:: DATASET EXTRACT ::

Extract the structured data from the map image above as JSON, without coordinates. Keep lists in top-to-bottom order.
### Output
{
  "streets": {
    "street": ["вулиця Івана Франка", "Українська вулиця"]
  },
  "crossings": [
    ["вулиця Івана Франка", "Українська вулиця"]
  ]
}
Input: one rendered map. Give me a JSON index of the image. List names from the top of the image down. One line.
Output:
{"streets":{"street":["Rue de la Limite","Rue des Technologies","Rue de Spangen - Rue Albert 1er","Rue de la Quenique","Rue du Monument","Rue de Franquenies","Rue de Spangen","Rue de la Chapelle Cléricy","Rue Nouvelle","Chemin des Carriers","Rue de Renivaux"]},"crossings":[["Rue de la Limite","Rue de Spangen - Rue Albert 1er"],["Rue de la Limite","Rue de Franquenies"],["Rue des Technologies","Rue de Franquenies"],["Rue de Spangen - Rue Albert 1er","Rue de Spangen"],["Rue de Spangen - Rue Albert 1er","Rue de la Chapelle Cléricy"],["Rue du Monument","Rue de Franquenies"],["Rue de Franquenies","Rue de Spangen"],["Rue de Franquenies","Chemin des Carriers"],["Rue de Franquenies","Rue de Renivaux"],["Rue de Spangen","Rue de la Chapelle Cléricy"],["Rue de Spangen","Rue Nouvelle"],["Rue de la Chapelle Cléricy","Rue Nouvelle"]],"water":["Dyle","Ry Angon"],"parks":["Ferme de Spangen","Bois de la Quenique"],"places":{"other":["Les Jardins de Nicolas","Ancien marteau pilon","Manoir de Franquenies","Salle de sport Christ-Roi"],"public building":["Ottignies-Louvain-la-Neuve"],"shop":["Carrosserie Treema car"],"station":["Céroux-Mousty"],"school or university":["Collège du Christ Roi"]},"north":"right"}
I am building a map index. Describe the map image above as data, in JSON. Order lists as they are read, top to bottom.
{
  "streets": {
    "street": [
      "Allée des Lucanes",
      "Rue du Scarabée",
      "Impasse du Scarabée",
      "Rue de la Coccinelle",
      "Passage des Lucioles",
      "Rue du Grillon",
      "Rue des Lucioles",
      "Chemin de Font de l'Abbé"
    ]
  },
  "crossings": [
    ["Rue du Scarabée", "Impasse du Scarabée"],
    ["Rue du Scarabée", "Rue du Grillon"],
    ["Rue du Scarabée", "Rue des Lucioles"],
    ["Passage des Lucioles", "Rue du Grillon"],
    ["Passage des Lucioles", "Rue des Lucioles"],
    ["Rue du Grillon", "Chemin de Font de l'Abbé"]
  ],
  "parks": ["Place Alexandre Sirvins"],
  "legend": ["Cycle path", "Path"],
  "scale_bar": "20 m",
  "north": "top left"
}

:::

▶ **WHAT THIS TASK INVOLVES**
Write out again every entry above, exactly as given.

▶ **RESPONSE TO THE TASK**
Extract the structured data from the map image above as JSON, without coordinates. Keep lists in top-to-bottom order.
### Output
{
  "streets": {
    "street": ["вулиця Івана Франка", "Українська вулиця"]
  },
  "crossings": [
    ["вулиця Івана Франка", "Українська вулиця"]
  ]
}
Input: one rendered map. Give me a JSON index of the image. List names from the top of the image down. One line.
Output:
{"streets":{"street":["Rue de la Limite","Rue des Technologies","Rue de Spangen - Rue Albert 1er","Rue de la Quenique","Rue du Monument","Rue de Franquenies","Rue de Spangen","Rue de la Chapelle Cléricy","Rue Nouvelle","Chemin des Carriers","Rue de Renivaux"]},"crossings":[["Rue de la Limite","Rue de Spangen - Rue Albert 1er"],["Rue de la Limite","Rue de Franquenies"],["Rue des Technologies","Rue de Franquenies"],["Rue de Spangen - Rue Albert 1er","Rue de Spangen"],["Rue de Spangen - Rue Albert 1er","Rue de la Chapelle Cléricy"],["Rue du Monument","Rue de Franquenies"],["Rue de Franquenies","Rue de Spangen"],["Rue de Franquenies","Chemin des Carriers"],["Rue de Franquenies","Rue de Renivaux"],["Rue de Spangen","Rue de la Chapelle Cléricy"],["Rue de Spangen","Rue Nouvelle"],["Rue de la Chapelle Cléricy","Rue Nouvelle"]],"water":["Dyle","Ry Angon"],"parks":["Ferme de Spangen","Bois de la Quenique"],"places":{"other":["Les Jardins de Nicolas","Ancien marteau pilon","Manoir de Franquenies","Salle de sport Christ-Roi"],"public building":["Ottignies-Louvain-la-Neuve"],"shop":["Carrosserie Treema car"],"station":["Céroux-Mousty"],"school or university":["Collège du Christ Roi"]},"north":"right"}
I am building a map index. Describe the map image above as data, in JSON. Order lists as they are read, top to bottom.
{
  "streets": {
    "street": [
      "Allée des Lucanes",
      "Rue du Scarabée",
      "Impasse du Scarabée",
      "Rue de la Coccinelle",
      "Passage des Lucioles",
      "Rue du Grillon",
      "Rue des Lucioles",
      "Chemin de Font de l'Abbé"
    ]
  },
  "crossings": [
    ["Rue du Scarabée", "Impasse du Scarabée"],
    ["Rue du Scarabée", "Rue du Grillon"],
    ["Rue du Scarabée", "Rue des Lucioles"],
    ["Passage des Lucioles", "Rue du Grillon"],
    ["Passage des Lucioles", "Rue des Lucioles"],
    ["Rue du Grillon", "Chemin de Font de l'Abbé"]
  ],
  "parks": ["Place Alexandre Sirvins"],
  "legend": ["Cycle path", "Path"],
  "scale_bar": "20 m",
  "north": "top left"
}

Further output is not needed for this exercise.